> How to complete this task: An exact copy of the lines from the top of the data through the line with "display:flex; gap:12px; padding:18px" is what you should give, with no pictures in it.

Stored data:
-----

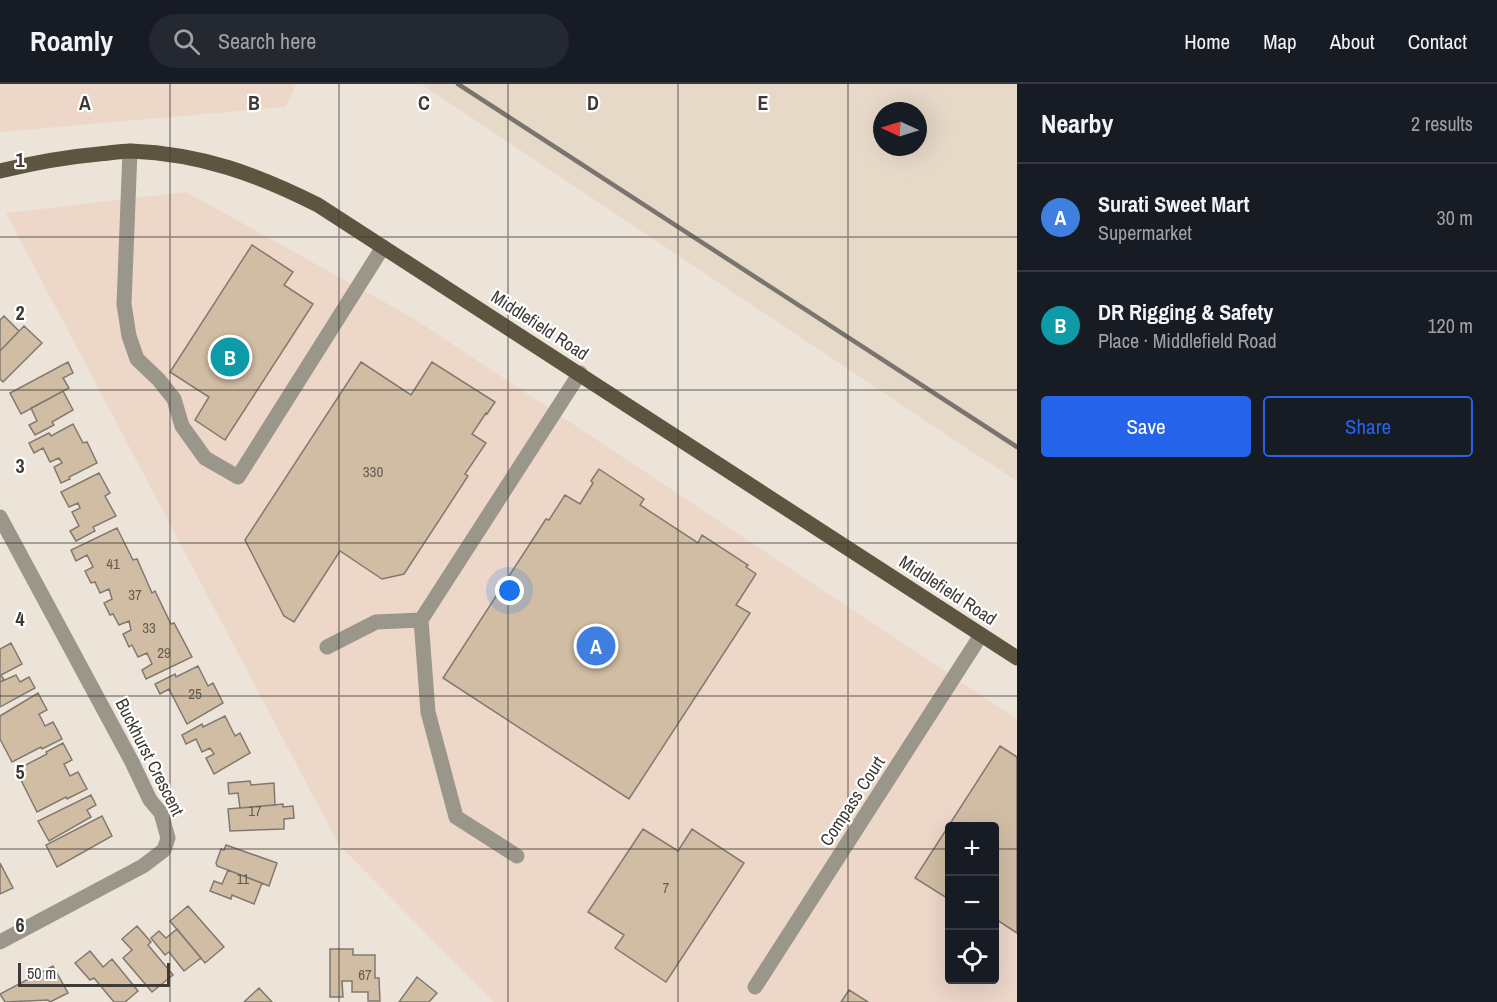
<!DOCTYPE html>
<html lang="en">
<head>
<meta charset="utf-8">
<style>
	body { margin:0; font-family:"Archivo Narrow",sans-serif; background:#242831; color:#f1f3f6 }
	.controls { position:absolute; right:18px; bottom:18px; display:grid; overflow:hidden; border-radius:6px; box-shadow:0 6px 24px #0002 }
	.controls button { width:54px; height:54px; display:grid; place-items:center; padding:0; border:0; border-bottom:2px solid #363941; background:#171b24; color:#f1f3f6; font:30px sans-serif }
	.compass { position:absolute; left:873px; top:18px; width:54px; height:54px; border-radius:50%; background:#171b24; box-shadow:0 6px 24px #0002; rotate:274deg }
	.scale { position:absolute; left:18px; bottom:15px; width:152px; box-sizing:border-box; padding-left:6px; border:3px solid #3e3b36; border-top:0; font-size:16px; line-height:21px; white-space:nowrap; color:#3e3b36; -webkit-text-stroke:4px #fff; paint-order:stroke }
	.you { position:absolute; left:510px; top:507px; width:21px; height:21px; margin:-15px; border:4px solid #fff; border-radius:50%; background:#1a73e8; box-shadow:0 0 0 9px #1a73e833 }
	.badge { display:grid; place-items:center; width:39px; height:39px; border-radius:50%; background:#2563eb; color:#fff; font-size:20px; font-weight:700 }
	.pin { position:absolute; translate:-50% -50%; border:3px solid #fff; box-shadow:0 2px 6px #0006 }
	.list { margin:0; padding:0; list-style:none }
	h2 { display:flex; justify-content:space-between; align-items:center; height:78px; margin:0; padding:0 24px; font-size:26px }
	h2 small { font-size:20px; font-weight:400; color:#9ea1a6 }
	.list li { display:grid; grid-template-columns:39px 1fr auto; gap:18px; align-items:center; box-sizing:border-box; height:108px; padding:0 24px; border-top:2px solid #363941 }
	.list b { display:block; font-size:22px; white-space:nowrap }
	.list p { margin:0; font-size:20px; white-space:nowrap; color:#9ea1a6 }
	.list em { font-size:20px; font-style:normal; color:#9ea1a6 }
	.actions { display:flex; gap:12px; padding:18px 24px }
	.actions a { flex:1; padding:14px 0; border:2px solid #2563eb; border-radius:6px; text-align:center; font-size:21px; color:#2563eb }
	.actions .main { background:#2563eb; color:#fff }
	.icon { flex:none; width:33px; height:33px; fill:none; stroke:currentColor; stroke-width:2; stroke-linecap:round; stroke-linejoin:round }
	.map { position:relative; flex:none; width:1017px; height:918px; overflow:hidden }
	header { display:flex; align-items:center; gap:36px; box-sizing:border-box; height:84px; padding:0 30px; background:#171b24; border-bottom:2px solid #363941 }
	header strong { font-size:28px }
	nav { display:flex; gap:33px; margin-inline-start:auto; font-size:21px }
	.search { width:420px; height:54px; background:#242831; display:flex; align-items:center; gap:15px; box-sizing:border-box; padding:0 21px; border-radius:33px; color:#9ea1a6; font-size:22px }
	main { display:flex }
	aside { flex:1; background:#171b24 }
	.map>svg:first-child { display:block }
</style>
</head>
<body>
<header>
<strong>Roamly</strong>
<div class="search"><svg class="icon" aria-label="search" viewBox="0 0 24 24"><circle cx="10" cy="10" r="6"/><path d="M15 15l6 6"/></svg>Search here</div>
<nav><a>Home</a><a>Map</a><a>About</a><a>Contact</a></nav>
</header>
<main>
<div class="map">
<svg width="1017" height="918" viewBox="0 0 1017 918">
	<rect width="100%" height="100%" fill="#ede4d9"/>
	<path fill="#e7d9c8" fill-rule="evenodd" d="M421,0H1017V397L968,365ZM882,27H918V63H882Z"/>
	<path fill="#ecd7c9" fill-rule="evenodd" d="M0,0H296L286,23L0,48Z
		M186,108L413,234L1017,635V918H494L339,761L6,129ZM950,742H994V896H950Z"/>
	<path fill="#d1bda4" stroke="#81796f" stroke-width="1.5" d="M252,161L293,188L284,201L313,220L225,356L195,336L209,313L170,288Z
		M4,232L19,247L0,267V236Z
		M24,242L42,259L3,298L0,295V267Z
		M68,278L73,289L63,294L69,304L21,330L10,309Z
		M361,278L411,311L432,278L495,318L487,330L486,329L472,350L486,359L465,390L468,392L404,490L382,495L340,467L294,538L284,532L245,456Z
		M63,307L73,326L52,338L54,341L35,351L29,341L37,337L31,324Z
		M73,340L83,359L87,358L97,379L69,393L70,395L61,399L54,383L62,379L59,374L50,378L43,364L34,369L29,359L49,349L51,352Z
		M599,385L644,415L640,421L698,459L702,451L748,481L746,483L756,490L736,521L750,529L629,715L443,594L546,435L549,436L565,411L580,420L593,399L591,397Z
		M99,389L110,409L105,412L116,432L93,443L95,447L76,457L70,447L79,442L72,428L80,424L78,419L69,423L61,408Z
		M117,444L133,476L137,475L152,509L155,507L171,540L174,539L192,573L146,595L142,586L152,580L147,569L138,573L132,561L129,563L123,550L131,546L129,537L119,541L113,530L110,531L104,519L112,515L109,505L100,509L95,498L91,499L85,487L93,483L87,471L76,477L71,466Z
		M11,559L22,580L1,591L4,596L0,598V565Z
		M198,582L208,602L213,599L223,619L187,640L169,605L160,610L155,600L175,590L176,593Z
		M16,591L20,598L29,593L35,604L0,623V598Z
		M38,609L47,626L39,630L45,642L53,638L62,655L42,665L41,663L12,678L0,655V632Z
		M225,632L235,652L240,649L250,669L214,690L206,674L214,670L210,664L202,668L196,655L186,660L182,651L202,640L203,643Z
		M63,659L72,676L64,680L70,692L78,688L87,705L67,715L66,713L37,728L16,686L47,670L46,668Z
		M1000,662L1017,673V849L994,834V742H950V816L915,794Z
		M250,697L251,701L274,699L275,721L240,724L238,709L229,710L228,699Z
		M91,711L96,721L87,726L91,733L49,757L38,737Z
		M283,720V723L293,722L294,734L284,735V745L230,747L228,725Z
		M102,732L112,752L57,783L46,761Z
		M643,745L678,767L692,745L744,779L666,898L615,864L624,851L588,828Z
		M226,761L277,779L269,802L217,782L216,779L221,765L224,766Z
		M0,779L13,804L0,810Z
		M228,786L262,799L254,820L232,811L231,815L210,807L214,797L222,800Z
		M188,822L224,863L205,879L170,837Z
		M137,842L151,858L148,861L173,891L152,908L123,874L132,866L122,855Z
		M177,845L201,874L184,887L169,868L165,871L151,854L159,847L166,854Z
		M330,865H353V871H375V894H379L380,917H368V908H352V897H342L343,913H330Z
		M90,867L103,883L112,875L138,907L125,918H114L94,894L90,896L75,879Z
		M53,882L68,909L50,918L48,916L5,918L0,910Z
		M417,893L437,909L429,918H399Z
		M259,904L272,918H244Z
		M849,906L868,918H841Z"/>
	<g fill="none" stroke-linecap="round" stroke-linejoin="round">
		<path stroke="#9b968a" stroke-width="15" d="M130,67L124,220L129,252L137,275L159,296L174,315L182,342L205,374L238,393L383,163
			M0,433L132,678L150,716L161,729L168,754L164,766L143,782L0,858
			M327,563L376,538L421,536
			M517,772L456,733L428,628L421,536L580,289
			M755,903L981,551"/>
		<path stroke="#5e5540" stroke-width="15" d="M0,87C33,79 65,73 99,70C110,69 121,67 131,67C202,70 256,90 318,121L1017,574"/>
		<path stroke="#79746d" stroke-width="4.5" d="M458,0L1017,363"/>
	</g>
	<path fill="none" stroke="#3e3b36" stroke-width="1.5" stroke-opacity="0.55" d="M170,0V918M339,0V918M508,0V918M678,0V918M848,0V918M0,153H1017M0,306H1017M0,459H1017M0,612H1017M0,765H950M994,765H1017"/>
	<g text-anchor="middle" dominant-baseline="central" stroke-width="4.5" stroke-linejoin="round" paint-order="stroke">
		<g font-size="15" fill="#635c52">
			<text x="373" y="387">330</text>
			<text x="113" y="479">41</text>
			<text x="135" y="510">37</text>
			<text x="149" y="543">33</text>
			<text x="164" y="568">29</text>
			<text x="195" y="609">25</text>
			<text x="255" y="726">17</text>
			<text x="243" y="794">11</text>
			<text x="666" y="803">7</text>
			<text x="365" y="890">67</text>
		</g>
		<g font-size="18" fill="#3e3b36" stroke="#fff">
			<text transform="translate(540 241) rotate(33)">Middlefield Road</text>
			<text transform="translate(948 506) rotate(33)">Middlefield Road</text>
			<text transform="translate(150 673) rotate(63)">Buckhurst Crescent</text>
			<text transform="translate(852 717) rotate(-57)">Compass Court</text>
		</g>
	</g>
	<g font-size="20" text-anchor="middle" font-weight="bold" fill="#3e3b36" stroke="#fff" stroke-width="4.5" stroke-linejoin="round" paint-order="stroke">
		<text x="85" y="26">A</text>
		<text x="254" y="26">B</text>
		<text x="424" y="26">C</text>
		<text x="593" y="26">D</text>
		<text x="763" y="26">E</text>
		<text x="20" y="83">1</text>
		<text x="20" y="236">2</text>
		<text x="20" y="389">3</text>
		<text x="20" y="542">4</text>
		<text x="20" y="695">5</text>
		<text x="20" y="848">6</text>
	</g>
</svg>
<div class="controls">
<button>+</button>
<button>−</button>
<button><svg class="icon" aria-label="locate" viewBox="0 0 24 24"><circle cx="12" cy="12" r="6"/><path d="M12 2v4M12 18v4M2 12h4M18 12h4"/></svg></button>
</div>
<svg class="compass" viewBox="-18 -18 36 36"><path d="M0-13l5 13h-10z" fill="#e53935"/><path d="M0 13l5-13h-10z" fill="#9ea1a6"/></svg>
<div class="scale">50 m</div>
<div class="you"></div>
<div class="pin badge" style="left:596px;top:562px;background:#3f7fe0">A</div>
<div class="pin badge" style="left:230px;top:273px;background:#0f9aa8">B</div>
</div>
<aside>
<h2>Nearby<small>2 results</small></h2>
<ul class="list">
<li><span class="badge" style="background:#3f7fe0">A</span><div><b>Surati Sweet Mart</b><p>Supermarket</p></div><em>30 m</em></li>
<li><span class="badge" style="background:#0f9aa8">B</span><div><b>DR Rigging &amp; Safety</b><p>Place · Middlefield Road</p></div><em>120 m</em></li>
</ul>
<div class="actions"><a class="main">Save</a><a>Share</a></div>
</aside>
</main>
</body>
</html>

-----

> Exercise output:
<!DOCTYPE html>
<html lang="en">
<head>
<meta charset="utf-8">
<style>
	body { margin:0; font-family:"Archivo Narrow",sans-serif; background:#242831; color:#f1f3f6 }
	.controls { position:absolute; right:18px; bottom:18px; display:grid; overflow:hidden; border-radius:6px; box-shadow:0 6px 24px #0002 }
	.controls button { width:54px; height:54px; display:grid; place-items:center; padding:0; border:0; border-bottom:2px solid #363941; background:#171b24; color:#f1f3f6; font:30px sans-serif }
	.compass { position:absolute; left:873px; top:18px; width:54px; height:54px; border-radius:50%; background:#171b24; box-shadow:0 6px 24px #0002; rotate:274deg }
	.scale { position:absolute; left:18px; bottom:15px; width:152px; box-sizing:border-box; padding-left:6px; border:3px solid #3e3b36; border-top:0; font-size:16px; line-height:21px; white-space:nowrap; color:#3e3b36; -webkit-text-stroke:4px #fff; paint-order:stroke }
	.you { position:absolute; left:510px; top:507px; width:21px; height:21px; margin:-15px; border:4px solid #fff; border-radius:50%; background:#1a73e8; box-shadow:0 0 0 9px #1a73e833 }
	.badge { display:grid; place-items:center; width:39px; height:39px; border-radius:50%; background:#2563eb; color:#fff; font-size:20px; font-weight:700 }
	.pin { position:absolute; translate:-50% -50%; border:3px solid #fff; box-shadow:0 2px 6px #0006 }
	.list { margin:0; padding:0; list-style:none }
	h2 { display:flex; justify-content:space-between; align-items:center; height:78px; margin:0; padding:0 24px; font-size:26px }
	h2 small { font-size:20px; font-weight:400; color:#9ea1a6 }
	.list li { display:grid; grid-template-columns:39px 1fr auto; gap:18px; align-items:center; box-sizing:border-box; height:108px; padding:0 24px; border-top:2px solid #363941 }
	.list b { display:block; font-size:22px; white-space:nowrap }
	.list p { margin:0; font-size:20px; white-space:nowrap; color:#9ea1a6 }
	.list em { font-size:20px; font-style:normal; color:#9ea1a6 }
	.actions { display:flex; gap:12px; padding:18px 24px }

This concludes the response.